For the current non-payment problems you have, there should always be a paper or digital trail of a particular complaint showing all the details of the discrepancy. If the complaint is legitimate, then you need to respond to it asap. At the same time, please impress upon the customer that payment for all acceptable goods still needs to be paid for. This is something that I would recommend you include in your contracts and purchase orders.
If someone says they only called and talked with someone at your company, then you may have to get that individual involved to verify the complaint. If nothing can be verified, then please do your best to obtain partial payments for whatever the amount of the goods is not shorted or damaged.
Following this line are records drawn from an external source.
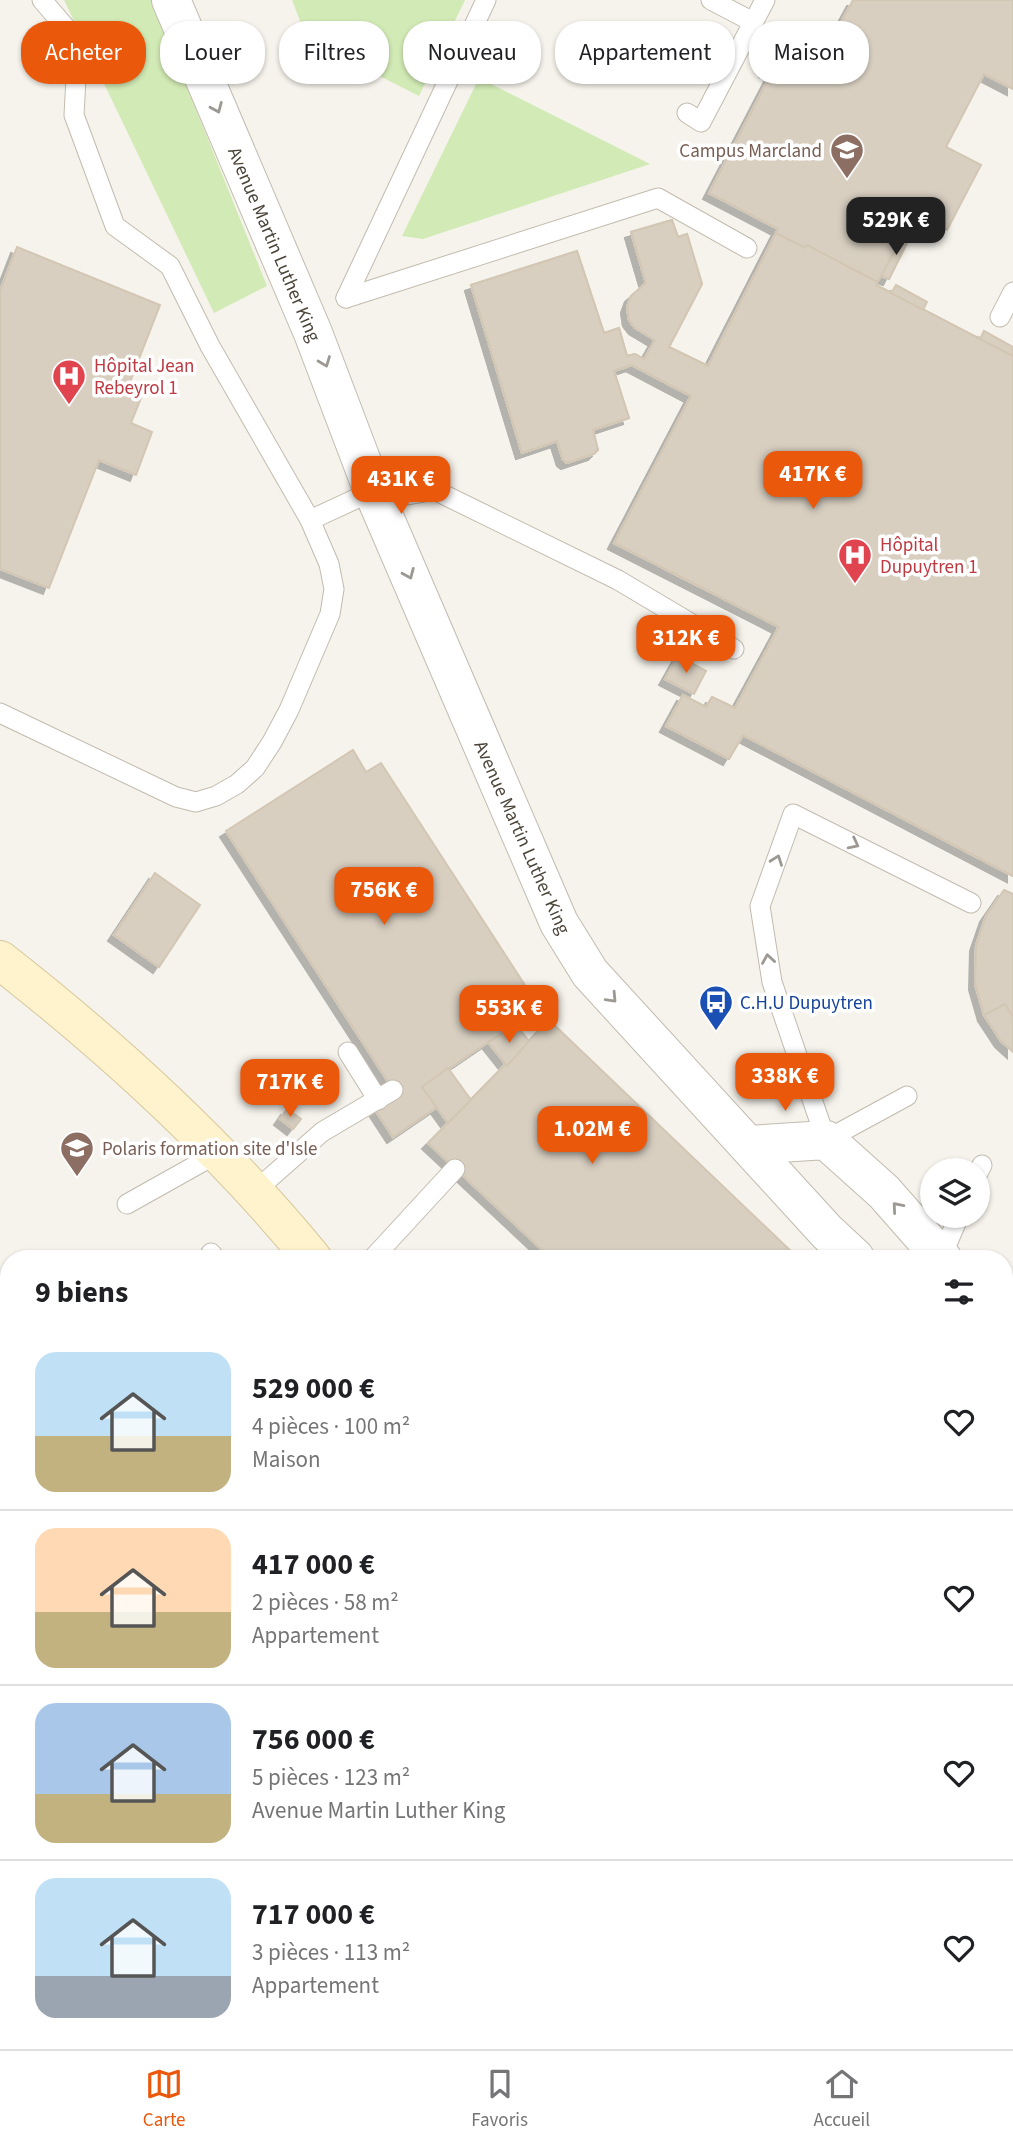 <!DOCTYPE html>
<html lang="fr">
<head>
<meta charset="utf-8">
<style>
  body { margin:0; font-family:"Source Sans 3",sans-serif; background:#f6f6f6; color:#202124; height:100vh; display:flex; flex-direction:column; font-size:26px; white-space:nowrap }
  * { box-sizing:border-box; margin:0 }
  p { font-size:23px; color:#757577 }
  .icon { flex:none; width:38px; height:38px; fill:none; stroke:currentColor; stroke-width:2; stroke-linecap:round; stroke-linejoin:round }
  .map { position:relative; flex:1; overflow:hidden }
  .panel { position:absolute; left:0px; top:1250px; width:1013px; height:800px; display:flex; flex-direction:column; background:#fff; border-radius:28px 28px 0 0; box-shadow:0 2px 5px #0004 }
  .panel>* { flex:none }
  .banner { position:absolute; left:21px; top:21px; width:971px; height:63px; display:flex; gap:14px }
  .tools { position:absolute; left:920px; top:1158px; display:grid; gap:14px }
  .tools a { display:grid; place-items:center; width:70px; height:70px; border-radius:50%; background:#fff; box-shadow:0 2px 5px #0004; font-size:35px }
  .price { position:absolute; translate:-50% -60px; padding:0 16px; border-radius:14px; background:#ea580c; color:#fff; font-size:23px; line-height:46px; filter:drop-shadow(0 2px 4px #0008) }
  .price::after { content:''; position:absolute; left:50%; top:42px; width:21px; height:16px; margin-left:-10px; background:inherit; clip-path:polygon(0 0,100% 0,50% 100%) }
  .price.selected { background:#222; color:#fff }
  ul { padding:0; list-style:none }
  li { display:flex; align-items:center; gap:21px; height:175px; padding:0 35px }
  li+li { border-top:2px solid #e0e0e0 }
  li span { display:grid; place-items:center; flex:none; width:196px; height:140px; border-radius:21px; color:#555 }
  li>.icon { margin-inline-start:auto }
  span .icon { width:84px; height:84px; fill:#fffc; stroke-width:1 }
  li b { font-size:30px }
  h2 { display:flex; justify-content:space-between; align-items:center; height:84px; padding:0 35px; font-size:30px }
  .chip { padding:0 24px; border-radius:28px; background:#fff; box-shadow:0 2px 5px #0004; font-size:24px; line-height:63px }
  .chip.selected { background:#ea580c; color:#fff }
  .dock { display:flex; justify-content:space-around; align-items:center; height:98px; border-top:2px solid #e0e0e0; background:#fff; font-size:19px; color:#757577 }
  .dock a { display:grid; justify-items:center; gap:4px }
  .dock .selected { color:#ea580c }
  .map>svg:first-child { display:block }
</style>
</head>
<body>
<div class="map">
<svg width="1013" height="2049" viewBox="0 0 1013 2049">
  <defs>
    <filter id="shadow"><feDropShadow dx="-6" dy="6" stdDeviation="0" flood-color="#0004"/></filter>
  </defs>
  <rect width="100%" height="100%" fill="#f6f3ec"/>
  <g fill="#d2eab5">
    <path d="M64,0H152L267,286L214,313Z"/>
    <path d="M292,0H465L419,96L307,39Z"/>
    <path d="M479,78L650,164L423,239L402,236Z"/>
  </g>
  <g fill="#d8cfc1" stroke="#d3c7b4" stroke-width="2" filter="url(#shadow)">
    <path d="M853,0H1013V89L984,74L946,147L981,165L947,230L915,214L904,234L910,237L889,279L881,276L877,282L807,245L805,248L776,233L778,229L709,193L771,74L765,71L777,48L791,56L788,61L813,74Z"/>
    <path d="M672,220L678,237L687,234L702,284L669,347L708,366L776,233L805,248L807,245L877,282L876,285L1013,356V876L743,735L729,759L666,726L683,695L706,707L712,697L735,708L779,627L614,543L691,396L632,365L614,371L629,418L593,430L598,450L594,454L567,463L563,460L557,441L522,453L471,285L577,251L604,333L619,328L627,356L635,354L644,359L655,340L635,328L629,320L627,307L631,296L646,283L631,232Z"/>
    <path d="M672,220L678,237L687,234L702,284L669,347L708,366L776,233L805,248L807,245L877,282L876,285L1013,356V876L743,735L729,759L666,726L683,695L706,707L712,697L735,708L779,627L614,543L691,396L632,365L614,371L629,418L593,430L598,450L594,454L567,463L563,460L557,441L522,453L471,285L577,251L604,333L619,328L627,356L635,354L644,359L655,340L635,328L629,320L627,307L631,296L646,283L631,232Z"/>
    <path d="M904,234L910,237L889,279L881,276Z"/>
    <path d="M17,247L160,305L130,382L145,388L131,423L152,432L136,475L99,460L49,588L0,569V291Z"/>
    <path d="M896,285L927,302L923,310L891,293Z"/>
    <path d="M984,331L1013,347V356L980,339Z"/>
    <path d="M678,656L706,671L694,694L665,679Z"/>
    <path d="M353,750L366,772L381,763L541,1010L488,1042L422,1087L437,1107L393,1137L376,1111L398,1097L226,831Z"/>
    <path d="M155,873L200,905L159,967L114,935Z"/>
    <path d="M1004,890L1013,894V1017L1005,1004L984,1015L975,984L976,945L986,916Z"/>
    <path d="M1005,1004L1013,1017V1052L1001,1041L984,1015Z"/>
    <path d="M549,1020L795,1255L792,1258H551L428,1143Z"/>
    <path d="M517,1026L529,1041L507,1066L488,1042Z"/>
    <path d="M448,1068L471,1100L448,1123L422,1087Z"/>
    <path d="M287,1109L301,1119L293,1129L280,1119Z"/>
    <path d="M9,1420V1453L5,1454L2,1421Z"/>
    <path d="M1004,1455L1013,1463V1580L1004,1589Z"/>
  </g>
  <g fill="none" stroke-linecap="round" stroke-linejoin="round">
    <g stroke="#c2bbae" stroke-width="21">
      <g id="lane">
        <path d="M711,0L753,22"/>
        <path d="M687,113L701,122L765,0"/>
        <path d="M346,298L658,198L747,248"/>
        <path d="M346,298L486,0"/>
        <path d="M1000,317L1013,292"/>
        <path d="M420,483L618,580L734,649"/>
        <path d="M310,520L373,491"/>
        <path d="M0,713L176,797L196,802L216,796L237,784L255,768L272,742L289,710L330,614L334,589L329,564L310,520L210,346L170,266L115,226L74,115L78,42L42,0"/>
        <path d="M348,1052L378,1100"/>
        <path d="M907,1096L826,1140L772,982L760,906L793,814L971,903"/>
        <path d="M978,1173L982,1165"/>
        <path d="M254,1192L322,1132L393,1090"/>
        <path d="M127,1204L218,1153"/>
        <path d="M211,1253L215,1258"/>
        <path d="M373,1258L455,1169"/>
        <path d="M941,1258L959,1216"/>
        <path d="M121,2040L128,2049"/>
        <path d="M769,2040L780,2049"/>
        <path d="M918,2040L921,2049"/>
        <path d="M389,2049L397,2040"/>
        <path d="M824,2049L851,2040"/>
      </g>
    </g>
    <g stroke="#c2bbae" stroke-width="40">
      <g id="street">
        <path d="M171,0L313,333L373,491L559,923L590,973L827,1232L855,1258"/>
        <path d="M373,491L420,483"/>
        <path d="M748,1145L826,1140L884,1192L942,1258"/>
        <path d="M1004,1366L1013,1376"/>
      </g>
    </g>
    <g stroke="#d6c79b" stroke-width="40">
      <g id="secondary">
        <path d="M0,960C114,1049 220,1146 312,1258"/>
        <path d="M651,2040L654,2049"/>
      </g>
    </g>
    <use href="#lane" stroke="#fff" stroke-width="19"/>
    <use href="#street" stroke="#fff" stroke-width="38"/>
    <use href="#secondary" stroke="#fff3cd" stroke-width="38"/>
  </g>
  <defs><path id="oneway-chevron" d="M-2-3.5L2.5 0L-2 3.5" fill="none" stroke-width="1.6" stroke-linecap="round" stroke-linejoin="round" transform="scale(1.75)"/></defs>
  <g stroke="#9c9892">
    <use href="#oneway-chevron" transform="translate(217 108) rotate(67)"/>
    <use href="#oneway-chevron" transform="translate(325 362) rotate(69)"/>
    <use href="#oneway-chevron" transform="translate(409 574) rotate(67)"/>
    <use href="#oneway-chevron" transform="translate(854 844) rotate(27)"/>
    <use href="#oneway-chevron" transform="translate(777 860) rotate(-70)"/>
    <use href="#oneway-chevron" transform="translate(768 959) rotate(-99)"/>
    <use href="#oneway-chevron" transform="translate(612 998) rotate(47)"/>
    <use href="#oneway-chevron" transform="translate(897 1207) rotate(-131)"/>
  </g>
  <defs>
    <g id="university-pin" transform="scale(1.75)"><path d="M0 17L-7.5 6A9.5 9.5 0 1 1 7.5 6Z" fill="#8d6e63" stroke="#fff"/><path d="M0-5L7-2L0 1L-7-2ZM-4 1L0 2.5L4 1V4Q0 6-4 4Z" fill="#fff"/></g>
    <g id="hospital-pin" transform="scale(1.75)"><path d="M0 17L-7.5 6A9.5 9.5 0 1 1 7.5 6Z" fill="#e0444e" stroke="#fff"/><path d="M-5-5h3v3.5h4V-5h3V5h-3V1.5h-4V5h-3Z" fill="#fff"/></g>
    <g id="bus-pin" transform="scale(1.75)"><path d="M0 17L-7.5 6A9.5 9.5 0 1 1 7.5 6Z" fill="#1a4fb4" stroke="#fff"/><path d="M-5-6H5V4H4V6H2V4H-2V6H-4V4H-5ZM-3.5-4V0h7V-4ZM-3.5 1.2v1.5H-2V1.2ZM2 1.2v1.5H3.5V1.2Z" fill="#fff"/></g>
  </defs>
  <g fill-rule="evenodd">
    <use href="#university-pin" x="847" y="150"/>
    <use href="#hospital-pin" x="69" y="376"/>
    <use href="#hospital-pin" x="855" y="555"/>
    <use href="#bus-pin" x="716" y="1002"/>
    <use href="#university-pin" x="77" y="1148"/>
  </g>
  <g text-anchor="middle" stroke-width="7" stroke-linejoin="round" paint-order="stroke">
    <g font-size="19" fill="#785e54" stroke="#fff" text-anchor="end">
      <text x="822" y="157">Campus Marcland</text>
      <text x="102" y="1155" text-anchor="start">Polaris formation site d'Isle</text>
    </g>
    <g font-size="19" fill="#4b4439" stroke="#fff">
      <text transform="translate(275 244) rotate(67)" y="7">Avenue Martin Luther King</text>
      <text transform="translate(523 837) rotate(66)" y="7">Avenue Martin Luther King</text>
    </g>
    <g font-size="19" fill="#be3a42" stroke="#fff" text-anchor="start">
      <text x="94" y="372">Hôpital Jean<tspan x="94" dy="22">Rebeyrol 1</tspan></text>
      <text x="880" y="551">Hôpital<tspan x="880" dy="22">Dupuytren 1</tspan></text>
    </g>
    <g font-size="19" fill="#164399" stroke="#fff" text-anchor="start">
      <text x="740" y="1009">C.H.U Dupuytren</text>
    </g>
  </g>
</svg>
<div class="tools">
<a><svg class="icon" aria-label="layers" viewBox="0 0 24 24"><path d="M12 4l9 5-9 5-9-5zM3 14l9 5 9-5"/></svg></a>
</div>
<b class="price selected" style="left:896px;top:257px">529K €</b>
<b class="price" style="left:813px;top:511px">417K €</b>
<b class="price" style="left:401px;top:516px">431K €</b>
<b class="price" style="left:686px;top:675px">312K €</b>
<b class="price" style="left:384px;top:927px">756K €</b>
<b class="price" style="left:509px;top:1045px">553K €</b>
<b class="price" style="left:785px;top:1113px">338K €</b>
<b class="price" style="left:290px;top:1119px">717K €</b>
<b class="price" style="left:592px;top:1166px">1.02M €</b>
<div class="banner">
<a class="chip selected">Acheter</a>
<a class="chip">Louer</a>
<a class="chip">Filtres</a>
<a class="chip">Nouveau</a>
<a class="chip">Appartement</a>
<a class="chip">Maison</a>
</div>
<section class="panel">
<h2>9 biens<svg class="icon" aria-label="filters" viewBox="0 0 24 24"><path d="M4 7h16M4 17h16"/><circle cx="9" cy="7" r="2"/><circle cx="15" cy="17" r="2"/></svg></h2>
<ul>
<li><span style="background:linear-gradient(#bfe0f5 60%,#c2b280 0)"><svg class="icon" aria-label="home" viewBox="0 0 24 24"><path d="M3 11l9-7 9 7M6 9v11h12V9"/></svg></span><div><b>529 000 €</b><p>4 pièces · 100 m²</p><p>Maison</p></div><svg class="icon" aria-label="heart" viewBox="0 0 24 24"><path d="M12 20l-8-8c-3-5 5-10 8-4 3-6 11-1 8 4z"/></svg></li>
<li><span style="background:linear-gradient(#ffd9b3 60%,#c2b280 0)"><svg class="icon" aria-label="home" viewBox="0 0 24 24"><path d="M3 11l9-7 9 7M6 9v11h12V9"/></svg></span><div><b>417 000 €</b><p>2 pièces · 58 m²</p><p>Appartement</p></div><svg class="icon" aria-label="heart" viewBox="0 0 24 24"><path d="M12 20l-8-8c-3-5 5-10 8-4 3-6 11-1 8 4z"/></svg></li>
<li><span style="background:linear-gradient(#a9c7e8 65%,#c2b280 0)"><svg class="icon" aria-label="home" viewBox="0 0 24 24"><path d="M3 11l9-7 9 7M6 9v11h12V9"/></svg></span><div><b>756 000 €</b><p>5 pièces · 123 m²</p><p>Avenue Martin Luther King</p></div><svg class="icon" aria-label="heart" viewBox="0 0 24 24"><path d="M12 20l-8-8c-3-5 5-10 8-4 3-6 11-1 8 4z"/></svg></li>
<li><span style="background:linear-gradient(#bfe0f5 70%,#9aa5b1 0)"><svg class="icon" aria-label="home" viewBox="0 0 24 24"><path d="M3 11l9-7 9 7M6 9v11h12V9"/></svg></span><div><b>717 000 €</b><p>3 pièces · 113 m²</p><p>Appartement</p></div><svg class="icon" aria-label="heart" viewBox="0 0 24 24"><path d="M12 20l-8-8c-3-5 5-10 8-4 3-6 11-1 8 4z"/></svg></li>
</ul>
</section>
</div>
<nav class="dock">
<a class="selected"><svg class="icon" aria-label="map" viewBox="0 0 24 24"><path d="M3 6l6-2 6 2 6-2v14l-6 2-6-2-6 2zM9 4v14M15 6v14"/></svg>Carte</a>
<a><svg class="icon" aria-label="saved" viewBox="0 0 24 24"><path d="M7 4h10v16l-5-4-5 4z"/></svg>Favoris</a>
<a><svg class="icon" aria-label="home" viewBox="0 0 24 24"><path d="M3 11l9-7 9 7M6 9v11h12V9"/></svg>Accueil</a>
</nav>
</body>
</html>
As there are many dynamics involved in each customer relationship, sometimes you can really push hard for payment on goods that are accepted, while other times you have to tread gently and follow their requests to resolve the problem before payment can be made.
I’m not sure of your ability to go up the chain at your customer’s location to speak with a person of authority about getting payment, but that is also an option for you. Finally, depending on the competition and the ability of your customer to go elsewhere for the product, if putting them on a credit and ship hold can provide viable payment leverage for you, then you may have to do that.
Hope the above is helpful. Please let me know what happens.